Today I’d like to take a little break from KOTCL and from Midian to talk about game development in general and game design in particular. But not just game design— narrative game design.
So What Kind of Beast Is It?
Don’t change the channel—it’s going to get interesting here! A narrative game designer is the most exotic profession in the gaming industry. Sometimes even those who are directly involved in game-building (not to mention everyone else) have only a very general and quite incomplete understanding of what narrative game design actually is.
You don’t have to look far for an example: I was hired at Redboon as a scriptwriter, but it was also “assumed” that I would take on the functions of a narrative designer. The quotation marks are there because no one really understood what that meant at the time.
If Only We Knew What It Was—But We Didn’t Know What It Was
Steam post imageEverything is understood through comparison. The best way to explain what a narrative designer is, is by comparing them to a scriptwriter.
Everyone knows what a scriptwriter does. They write scripts—for games, or plays, or films. It would seem that’s all you need. But actors can’t perform from a script alone; they need a stage director. A narrative game designer is exactly that—the stage director of game development, in a nutshell.
In a Bit More Detail
In an ideal game, absolutely everything should serve the narrative, not just the text. The visuals, the sound, the gameplay—everything should be telling a story. A beautiful image can’t be beautiful just for the sake of it; an interesting event can’t be interesting just because; a punchy sound can’t be punchy for no reason.
Brief Digression
Recently I went to the theater and watched a pantomime. The actors told an amazing story without a single word. Of course, they obviously had a script written in words. But the director and actors didn’t need speech to express everything the writer wanted to say. Because they had plenty of other expressive tools at their disposal.

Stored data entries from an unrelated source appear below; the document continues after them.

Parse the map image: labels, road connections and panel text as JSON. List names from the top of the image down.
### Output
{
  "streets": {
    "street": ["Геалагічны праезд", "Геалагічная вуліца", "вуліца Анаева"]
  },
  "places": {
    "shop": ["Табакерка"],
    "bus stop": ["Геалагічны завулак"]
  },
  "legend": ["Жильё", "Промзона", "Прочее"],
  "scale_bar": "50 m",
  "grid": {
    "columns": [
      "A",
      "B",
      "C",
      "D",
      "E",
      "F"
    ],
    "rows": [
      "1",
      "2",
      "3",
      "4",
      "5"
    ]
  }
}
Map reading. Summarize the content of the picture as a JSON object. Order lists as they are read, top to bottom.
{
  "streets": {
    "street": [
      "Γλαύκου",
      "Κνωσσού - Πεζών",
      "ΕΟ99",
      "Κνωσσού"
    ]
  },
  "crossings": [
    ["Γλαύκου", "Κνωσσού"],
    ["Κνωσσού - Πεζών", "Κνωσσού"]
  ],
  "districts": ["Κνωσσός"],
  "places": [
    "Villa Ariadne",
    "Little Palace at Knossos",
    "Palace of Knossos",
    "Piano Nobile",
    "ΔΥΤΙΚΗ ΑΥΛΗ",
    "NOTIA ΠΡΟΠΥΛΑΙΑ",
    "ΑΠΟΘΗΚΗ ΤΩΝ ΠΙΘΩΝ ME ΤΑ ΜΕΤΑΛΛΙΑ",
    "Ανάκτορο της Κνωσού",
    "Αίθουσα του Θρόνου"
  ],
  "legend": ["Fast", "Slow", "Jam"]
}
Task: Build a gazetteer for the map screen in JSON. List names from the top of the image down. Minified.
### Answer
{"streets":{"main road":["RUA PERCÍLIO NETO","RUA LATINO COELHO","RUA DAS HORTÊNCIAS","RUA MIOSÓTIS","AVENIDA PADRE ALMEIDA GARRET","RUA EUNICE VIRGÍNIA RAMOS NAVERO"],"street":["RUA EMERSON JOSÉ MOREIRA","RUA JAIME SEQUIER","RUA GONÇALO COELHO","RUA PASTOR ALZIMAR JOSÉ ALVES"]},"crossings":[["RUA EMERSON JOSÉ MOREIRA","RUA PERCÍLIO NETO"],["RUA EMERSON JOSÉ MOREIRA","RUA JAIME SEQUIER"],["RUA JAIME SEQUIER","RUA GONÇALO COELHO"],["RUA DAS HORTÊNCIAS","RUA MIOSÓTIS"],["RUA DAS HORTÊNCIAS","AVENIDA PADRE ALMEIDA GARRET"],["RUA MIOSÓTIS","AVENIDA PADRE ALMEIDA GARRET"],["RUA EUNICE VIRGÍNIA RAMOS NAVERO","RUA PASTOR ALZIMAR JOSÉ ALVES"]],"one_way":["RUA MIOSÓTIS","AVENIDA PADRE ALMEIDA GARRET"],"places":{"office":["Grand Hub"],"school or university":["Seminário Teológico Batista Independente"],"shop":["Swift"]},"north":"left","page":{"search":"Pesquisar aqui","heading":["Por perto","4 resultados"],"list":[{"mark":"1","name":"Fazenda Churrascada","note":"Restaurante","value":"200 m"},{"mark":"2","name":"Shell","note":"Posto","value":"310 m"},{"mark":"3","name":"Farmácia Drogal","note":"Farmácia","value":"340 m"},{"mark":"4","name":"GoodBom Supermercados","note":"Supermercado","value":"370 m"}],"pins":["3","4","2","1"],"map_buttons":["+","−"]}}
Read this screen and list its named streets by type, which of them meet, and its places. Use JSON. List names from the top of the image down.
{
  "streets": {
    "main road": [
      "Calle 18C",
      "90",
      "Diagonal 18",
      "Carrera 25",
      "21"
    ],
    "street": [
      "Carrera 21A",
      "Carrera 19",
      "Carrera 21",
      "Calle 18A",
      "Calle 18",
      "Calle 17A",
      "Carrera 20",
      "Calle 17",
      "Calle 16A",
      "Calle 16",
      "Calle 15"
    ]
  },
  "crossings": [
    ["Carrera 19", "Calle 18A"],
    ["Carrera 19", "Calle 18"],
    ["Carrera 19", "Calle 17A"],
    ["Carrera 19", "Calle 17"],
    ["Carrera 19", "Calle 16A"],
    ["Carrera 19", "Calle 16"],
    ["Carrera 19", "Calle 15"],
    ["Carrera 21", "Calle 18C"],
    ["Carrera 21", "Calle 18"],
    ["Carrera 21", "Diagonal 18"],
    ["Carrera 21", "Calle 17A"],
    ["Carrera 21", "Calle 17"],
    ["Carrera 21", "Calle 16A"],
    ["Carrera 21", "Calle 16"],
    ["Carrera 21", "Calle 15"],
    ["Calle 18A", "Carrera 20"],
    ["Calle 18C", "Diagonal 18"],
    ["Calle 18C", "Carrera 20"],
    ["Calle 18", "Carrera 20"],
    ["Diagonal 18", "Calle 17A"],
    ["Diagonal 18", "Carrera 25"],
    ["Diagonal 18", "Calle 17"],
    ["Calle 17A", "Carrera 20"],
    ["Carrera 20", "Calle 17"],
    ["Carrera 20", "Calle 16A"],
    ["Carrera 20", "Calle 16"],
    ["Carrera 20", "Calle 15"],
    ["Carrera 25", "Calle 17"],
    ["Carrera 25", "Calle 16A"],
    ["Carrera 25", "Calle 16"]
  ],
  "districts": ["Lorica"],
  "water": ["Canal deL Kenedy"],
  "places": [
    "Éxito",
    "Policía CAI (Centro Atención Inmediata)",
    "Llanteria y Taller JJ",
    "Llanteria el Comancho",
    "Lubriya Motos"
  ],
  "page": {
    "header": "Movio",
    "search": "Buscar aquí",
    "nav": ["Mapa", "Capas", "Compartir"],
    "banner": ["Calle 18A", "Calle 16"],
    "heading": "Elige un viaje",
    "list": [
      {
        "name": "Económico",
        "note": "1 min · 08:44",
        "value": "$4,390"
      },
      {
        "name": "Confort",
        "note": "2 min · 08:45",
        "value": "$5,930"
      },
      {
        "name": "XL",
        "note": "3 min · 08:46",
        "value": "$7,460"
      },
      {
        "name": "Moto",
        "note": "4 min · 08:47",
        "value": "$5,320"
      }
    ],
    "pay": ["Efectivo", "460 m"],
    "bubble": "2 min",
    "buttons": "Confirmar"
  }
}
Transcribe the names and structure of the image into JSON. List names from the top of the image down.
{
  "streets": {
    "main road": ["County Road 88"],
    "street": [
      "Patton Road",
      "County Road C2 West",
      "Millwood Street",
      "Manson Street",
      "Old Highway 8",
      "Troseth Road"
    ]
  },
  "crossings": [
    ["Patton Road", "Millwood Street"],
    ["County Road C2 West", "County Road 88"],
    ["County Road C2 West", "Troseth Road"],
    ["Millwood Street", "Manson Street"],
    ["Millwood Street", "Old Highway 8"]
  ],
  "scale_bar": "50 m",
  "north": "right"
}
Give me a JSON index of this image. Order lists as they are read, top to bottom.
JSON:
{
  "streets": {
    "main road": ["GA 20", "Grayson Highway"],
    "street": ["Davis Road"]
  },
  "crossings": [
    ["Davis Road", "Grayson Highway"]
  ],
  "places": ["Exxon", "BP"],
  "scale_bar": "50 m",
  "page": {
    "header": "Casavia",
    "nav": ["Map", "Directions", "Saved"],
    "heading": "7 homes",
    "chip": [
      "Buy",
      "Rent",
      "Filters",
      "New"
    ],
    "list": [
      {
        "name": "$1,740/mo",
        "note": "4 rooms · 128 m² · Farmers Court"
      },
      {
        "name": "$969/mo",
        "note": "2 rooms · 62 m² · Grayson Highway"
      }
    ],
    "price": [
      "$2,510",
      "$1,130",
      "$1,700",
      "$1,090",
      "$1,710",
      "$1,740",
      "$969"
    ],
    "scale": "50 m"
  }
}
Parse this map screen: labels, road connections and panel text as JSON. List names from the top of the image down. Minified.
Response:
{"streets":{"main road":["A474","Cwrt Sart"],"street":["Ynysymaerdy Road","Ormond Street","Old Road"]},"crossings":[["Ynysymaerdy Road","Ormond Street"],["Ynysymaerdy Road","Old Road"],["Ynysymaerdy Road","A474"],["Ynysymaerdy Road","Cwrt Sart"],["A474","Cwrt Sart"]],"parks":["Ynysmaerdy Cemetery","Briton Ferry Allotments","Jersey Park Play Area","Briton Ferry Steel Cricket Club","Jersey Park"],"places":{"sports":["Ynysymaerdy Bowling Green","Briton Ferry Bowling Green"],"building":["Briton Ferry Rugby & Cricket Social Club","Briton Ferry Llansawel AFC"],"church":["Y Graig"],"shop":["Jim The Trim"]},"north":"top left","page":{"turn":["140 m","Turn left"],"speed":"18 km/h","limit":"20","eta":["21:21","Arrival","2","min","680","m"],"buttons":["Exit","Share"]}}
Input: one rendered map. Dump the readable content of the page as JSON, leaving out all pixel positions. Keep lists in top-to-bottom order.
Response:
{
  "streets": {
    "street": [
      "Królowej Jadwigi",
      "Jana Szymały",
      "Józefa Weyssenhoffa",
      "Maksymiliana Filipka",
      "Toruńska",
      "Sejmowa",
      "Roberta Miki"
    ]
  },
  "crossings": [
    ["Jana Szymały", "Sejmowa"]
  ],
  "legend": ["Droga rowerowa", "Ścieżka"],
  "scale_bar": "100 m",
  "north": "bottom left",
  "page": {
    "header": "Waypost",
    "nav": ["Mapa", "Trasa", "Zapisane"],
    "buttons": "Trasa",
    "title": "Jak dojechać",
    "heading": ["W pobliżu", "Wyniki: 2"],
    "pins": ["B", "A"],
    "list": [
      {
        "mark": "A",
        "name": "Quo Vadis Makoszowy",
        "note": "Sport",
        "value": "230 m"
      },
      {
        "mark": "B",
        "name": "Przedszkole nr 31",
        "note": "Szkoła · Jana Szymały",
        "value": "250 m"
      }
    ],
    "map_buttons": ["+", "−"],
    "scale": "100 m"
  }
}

But back to video games. We have far more expressive tools at our disposal.
Shooters
The most important thing in a shooter is the feel of the weapon in your hands. If you can feel its weight, that’s great work by the animator. If you can feel the recoil and it noticeably affects gameplay, that’s great work by the game designer. If it booms like a real gun, that’s great work by the sound designer.
If the weapon feels like a plastic toy, it means the narrative designer didn’t do their job well. The feel of the weapon in your hands is narrative game design—because in a shooter, it’s the guns that tell the story.
Fighting Games
In fighting games, the most important thing is the feel of the hits. In a good fighter, if you land a weak punch, you should feel that it’s weak. If you get hit properly, it should feel as if sparks seem to fly from your eyes. This task isn’t solved by simply reducing the life bar; it’s narrative game design.
RPGs
In RPGs, we grind and level up to become stronger. To keep leveling up further and longer, we need to feel our progress and our superiority. Can that be conveyed through numbers?
Well, theoretically yes — if you make big numbers bold and red. But we have significantly more expressive tools than that. And that, too, is narrative game design.
Knock on the Coffin Lid
Cool events with interesting choices and outcomes are worth nothing if they don’t tell a story. They have to be narrative.
Take any event as an example. What does it tell you?
I say let’s have a look at the Mite’s Bride event. It tells you that the locals sacrifice their pretty virgin girls to some unknown chthonic creature they want to become related to. Clearly not the best place to live (though to each their own).
Or take the Healing Potion event. The goblins are such sweethearts, they’re brewing a potion to heal everyone… brewing it from human blood. What is this place?
And here are more goblins, these ones brewing a growth elixir from orc fat. Well, okay, goblins are good at making potions—I got that. But what comes next?
What comes next is that I really understand what kind of world this is, that is if the narrative game designer has done their job well.
These Are Just Examples
From these examples, one might prematurely conclude that a narrative game designer is a king and god who has the last say in everything related to development of a certain game.
If you’re Hideo Kojima, that may indeed be the case. But if you’re not Hideo Kojima, conflicts are inevitable—with the scriptwriter, the art director, the sound designer, the game designers, the testers, the players, and even your best friend’s older sister.
Let’s talk about all these conflicts and ways to resolve them next time.
See you soon, travelers.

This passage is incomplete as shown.